I have no memory of when the rite tapered off. I do know that I come back to the music when I need to, even finding something about the hateful embrace of heroin in all of Cohen’s lyric, most especially: “… love is not a victory march. It’s a cold and it’s a broken Hallelujah.”
Oskar Eustis’s description of his experience had, and has, a visceral similarity. “For me, the beautiful thing about ‘Quiet Uptown’ is, it serves a ritualistic function — it takes us into the grief, and then it takes us out of it,” Mr. Eustis said. “And there’s nothing, there’s no other ritual that I know of, that can do that for me.”
For me the music takes me back to that moment when hope for William flickered, even though I knew he was gone. Death arrived before hope’s exit. As Lin-Manuel Miranda wrote, “We push away what we can never understand, we push away the unimaginable.” Somehow the chance to say, “Thank you for your love,” the celebration inherent in the word “Hallelujah” gets me into and out of, or at least a bit further removed from, the grief that is always a part of me.

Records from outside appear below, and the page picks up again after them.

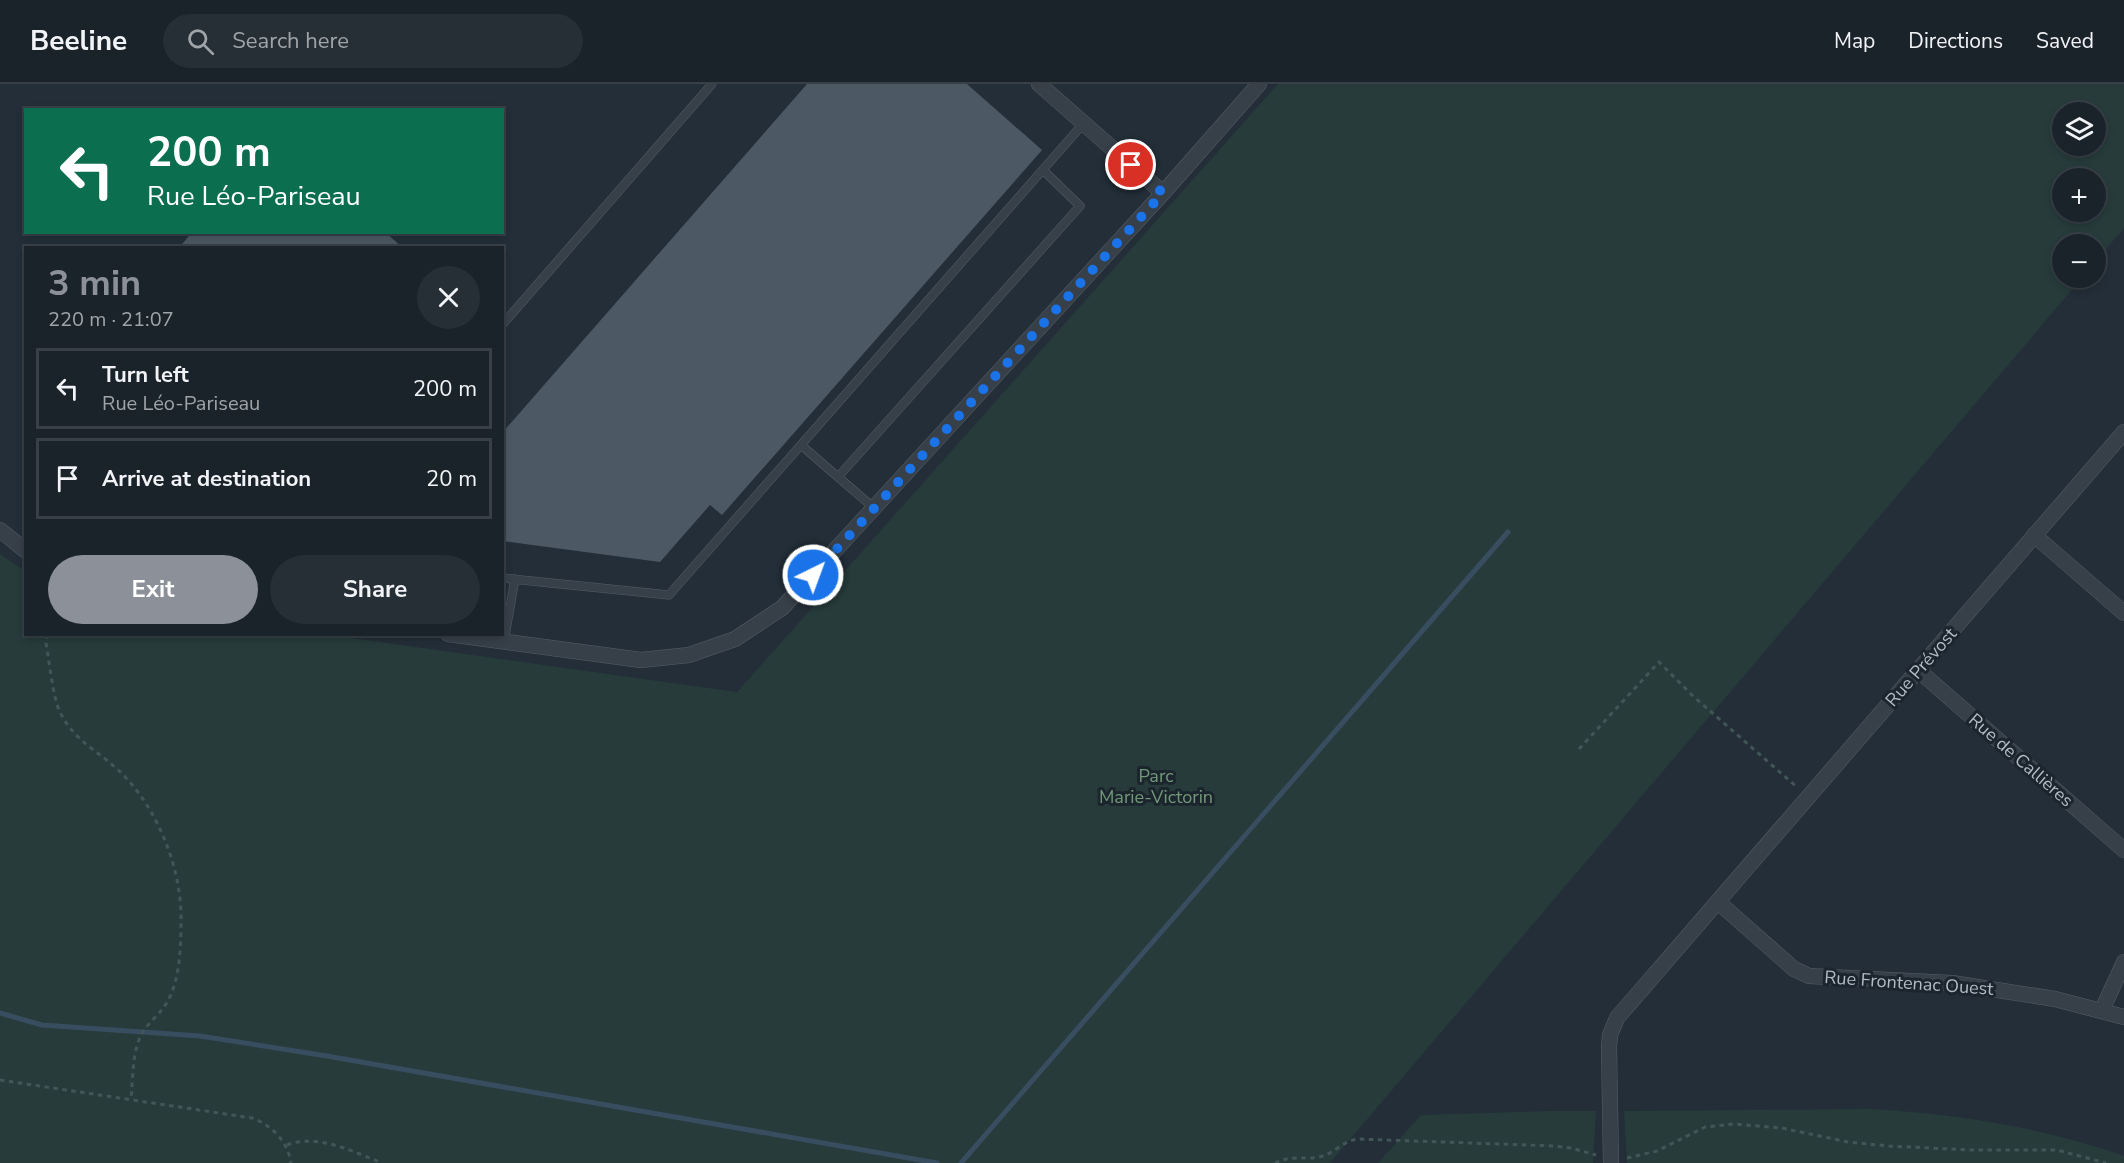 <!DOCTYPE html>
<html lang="en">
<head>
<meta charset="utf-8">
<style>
	:root { --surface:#1a222a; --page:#272f36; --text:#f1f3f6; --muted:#9fa4a8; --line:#383f47; --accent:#8c9099 }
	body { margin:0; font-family:"Nunito Sans",sans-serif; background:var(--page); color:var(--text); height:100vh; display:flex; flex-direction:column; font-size:22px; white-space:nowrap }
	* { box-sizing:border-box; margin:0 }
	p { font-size:20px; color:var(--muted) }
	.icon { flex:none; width:33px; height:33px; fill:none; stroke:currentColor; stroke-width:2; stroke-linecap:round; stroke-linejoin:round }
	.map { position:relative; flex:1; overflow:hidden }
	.drawer { position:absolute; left:24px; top:162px; width:480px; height:390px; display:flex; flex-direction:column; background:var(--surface); border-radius:0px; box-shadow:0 3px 9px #0003,0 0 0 2px var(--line) }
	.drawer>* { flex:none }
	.guide { position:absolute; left:24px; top:24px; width:480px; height:126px; border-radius:0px; box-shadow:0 3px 9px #0003,0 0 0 2px var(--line); background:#0b6e4f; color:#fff; overflow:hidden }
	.controls { position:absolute; left:2052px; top:18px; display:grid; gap:12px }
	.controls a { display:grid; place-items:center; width:54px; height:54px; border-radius:50%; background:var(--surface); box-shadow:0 3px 9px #0003,0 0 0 2px var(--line); font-size:30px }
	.pin { position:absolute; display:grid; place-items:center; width:51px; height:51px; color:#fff; margin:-26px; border:3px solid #fff; border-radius:50%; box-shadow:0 2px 6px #0007 }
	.me { position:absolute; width:66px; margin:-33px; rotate:42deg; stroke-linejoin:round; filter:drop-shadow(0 0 4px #0008) }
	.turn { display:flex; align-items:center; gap:21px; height:126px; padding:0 24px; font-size:27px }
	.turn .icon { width:78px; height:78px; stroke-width:2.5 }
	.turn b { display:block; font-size:42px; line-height:51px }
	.round { display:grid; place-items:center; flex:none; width:63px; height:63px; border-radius:32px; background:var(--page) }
	.headline { display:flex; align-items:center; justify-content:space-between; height:102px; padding:0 24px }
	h1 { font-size:36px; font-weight:700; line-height:45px; color:var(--accent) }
	.button { display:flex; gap:12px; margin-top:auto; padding:12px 24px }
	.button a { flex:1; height:69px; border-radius:36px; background:var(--accent); color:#fff; font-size:24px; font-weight:700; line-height:69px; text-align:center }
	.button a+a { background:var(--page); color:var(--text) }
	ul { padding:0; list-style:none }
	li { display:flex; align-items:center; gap:18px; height:81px; margin:0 12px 9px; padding:0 12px; border:3px solid var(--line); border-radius:0px }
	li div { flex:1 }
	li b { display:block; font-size:22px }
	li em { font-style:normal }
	header { display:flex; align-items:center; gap:36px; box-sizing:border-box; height:84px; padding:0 30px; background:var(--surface); border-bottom:2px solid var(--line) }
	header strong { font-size:28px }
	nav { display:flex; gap:33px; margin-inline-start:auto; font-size:21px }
	.search { width:420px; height:54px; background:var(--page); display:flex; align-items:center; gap:15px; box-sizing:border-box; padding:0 21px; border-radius:33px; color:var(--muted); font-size:22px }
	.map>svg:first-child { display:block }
</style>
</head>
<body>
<header>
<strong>Beeline</strong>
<div class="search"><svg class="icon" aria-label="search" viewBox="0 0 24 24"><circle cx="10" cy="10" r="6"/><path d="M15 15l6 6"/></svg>Search here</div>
<nav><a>Map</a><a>Directions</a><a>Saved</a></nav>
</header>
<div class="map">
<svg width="2124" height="1079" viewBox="0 0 2124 1079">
	<rect width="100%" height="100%" fill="#232e38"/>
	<!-- green -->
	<g fill="#263b3a" fill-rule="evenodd">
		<path d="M1278,0H2124V144L2096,177V160H2062V194H2082L1330,1079H0V470L25,487L26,550L330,551L737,608ZM2062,28H2096V62H2062ZM2096,94V128H2062V94Z"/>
		<path d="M1870,1025C1958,1030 2041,1043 2124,1072V1079H1627L1624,1027Z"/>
		<polygon points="1550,1027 1596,1027 1593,1079 1378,1079 1421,1031"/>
	</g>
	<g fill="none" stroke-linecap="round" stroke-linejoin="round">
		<!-- stream -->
		<g stroke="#394d61" stroke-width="5">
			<polyline points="0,929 42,941 200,952 327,972 937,1079"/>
			<polyline points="961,1079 1508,448"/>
		</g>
	</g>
	<!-- building -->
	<g fill="#4c5864">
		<polygon points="807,0 967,0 1042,66 722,431 710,421 660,478 502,457 502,349"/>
		<polygon points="192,148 385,148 403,164 179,164"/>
	</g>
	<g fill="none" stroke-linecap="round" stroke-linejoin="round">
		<defs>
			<g id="lane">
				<polyline points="502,241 712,0"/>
				<polyline points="801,361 838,393"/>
				<polyline points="874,424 838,393 1080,122 1043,86"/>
				<polyline points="502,494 669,511 1083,40"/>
				<polyline points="504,558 515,495"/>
			</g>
			<g id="street">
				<polyline points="1039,0 1163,109"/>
				<polyline points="0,446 26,467"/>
				<polyline points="2034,451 2124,529"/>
				<polyline points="448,550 641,576 689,571 735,555 782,524 1163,109 1259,0"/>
				<polyline points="1918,586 2124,766"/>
				<polyline points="1718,818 1794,885 1809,892 1952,899 2055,915 2124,933"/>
				<polyline points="2102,926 2124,878"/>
				<polyline points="1611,1079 1609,963 1610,951 1617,934 2124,348"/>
			</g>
		</defs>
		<!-- lane casing -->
		<use href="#lane" stroke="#555e67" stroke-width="9"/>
		<!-- street casing -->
		<use href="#street" stroke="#555e67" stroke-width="16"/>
		<!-- path -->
		<g stroke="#435657" stroke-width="3" stroke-dasharray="4.5 4.5" stroke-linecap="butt">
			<path d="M47,550L46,559C49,576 53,612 59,626C73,656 94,664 116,684C155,719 180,779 181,831C181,859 181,896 166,920C158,933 144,941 139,956C132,974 133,996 131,1015"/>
			<polyline points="1579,665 1659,578 1693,612 1798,704"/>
			<path d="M0,996L252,1034C272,1041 288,1058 291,1079"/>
			<path d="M287,1061C317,1049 354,1068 382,1079"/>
			<polyline points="1627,1074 1657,1067 1705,1043 1733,1040 1782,1044 1848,1058 1889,1062 1970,1066 2057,1066 2106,1079"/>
			<path d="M1275,1079C1291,1070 1307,1077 1323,1072C1335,1068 1345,1056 1358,1055L1555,1062L1571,1064L1596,1071"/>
		</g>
		<!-- lane -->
		<use href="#lane" stroke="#374049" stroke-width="8"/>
		<!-- street -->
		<use href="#street" stroke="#374049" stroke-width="15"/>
	</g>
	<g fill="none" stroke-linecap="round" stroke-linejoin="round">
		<!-- route -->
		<polyline stroke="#1a73e8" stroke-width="10" stroke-dasharray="0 18" points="813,491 1163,109 1131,81"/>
	</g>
	<g text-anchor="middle" stroke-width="6" stroke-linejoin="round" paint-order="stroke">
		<!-- street labels -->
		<g font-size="18" fill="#b2bbc5" stroke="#1c252e">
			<text transform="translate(1921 583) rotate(-49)" y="6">Rue Prévost</text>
			<text transform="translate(2021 676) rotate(41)" y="6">Rue de Callières</text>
			<text transform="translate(1909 899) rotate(4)" y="6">Rue Frontenac Ouest</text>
		</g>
		<!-- park labels -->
		<g font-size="18" fill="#719978" stroke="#1c252e">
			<text x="1156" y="698">Parc<tspan x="1156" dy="21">Marie-Victorin</tspan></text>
		</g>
	</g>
</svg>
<div class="controls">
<a><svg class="icon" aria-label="layers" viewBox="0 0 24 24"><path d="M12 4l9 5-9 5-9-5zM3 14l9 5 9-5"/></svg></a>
<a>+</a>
<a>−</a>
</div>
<div class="pin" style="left:1131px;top:81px;background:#d93025"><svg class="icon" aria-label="arrive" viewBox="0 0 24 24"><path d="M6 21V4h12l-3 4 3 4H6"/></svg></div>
<svg class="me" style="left:813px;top:491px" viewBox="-20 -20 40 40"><circle r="17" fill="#1a73e8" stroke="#fff" stroke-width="3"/><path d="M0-11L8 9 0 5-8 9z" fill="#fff"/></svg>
<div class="guide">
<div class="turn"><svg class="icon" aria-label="left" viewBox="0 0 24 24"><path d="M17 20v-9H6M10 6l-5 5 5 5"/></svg><div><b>200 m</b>Rue Léo-Pariseau</div></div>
</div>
<section class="drawer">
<div class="headline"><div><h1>3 min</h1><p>220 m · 21:07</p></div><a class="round"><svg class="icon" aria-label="close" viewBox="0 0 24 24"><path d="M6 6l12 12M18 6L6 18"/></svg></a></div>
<ul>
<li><svg class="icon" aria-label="left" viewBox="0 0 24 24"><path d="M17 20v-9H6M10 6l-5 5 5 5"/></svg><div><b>Turn left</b><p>Rue Léo-Pariseau</p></div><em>200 m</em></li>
<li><svg class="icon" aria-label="arrive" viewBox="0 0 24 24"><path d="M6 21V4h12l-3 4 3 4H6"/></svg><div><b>Arrive at destination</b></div><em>20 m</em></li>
</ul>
<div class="button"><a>Exit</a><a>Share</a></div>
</section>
</div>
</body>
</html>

For four years now a prolonged six-week anniversary of events darkens even more the fall season of gathering darkness. This year the struggle and the ritual have been heightened by Leonard Cohen’s death. “Hallelujah” has sprung forth from Kate McKinnon, a children’s choir, Facebook posts in honor of Leonard Cohen. Is it quiet now where we live uptown on New York’s Upper West Side? At the least, perhaps calmed by Lin-Manuel Miranda’s magnificently comprehending song and an unknown, now discovered bond with Oskar Eustis.
This November 18th there will be a “Hallelujah” for our lost boy/man, as Elizabeth, Margot, and I continue “working through the unimaginable”, sorely missing our moment to sing “Happy Birthday” to William.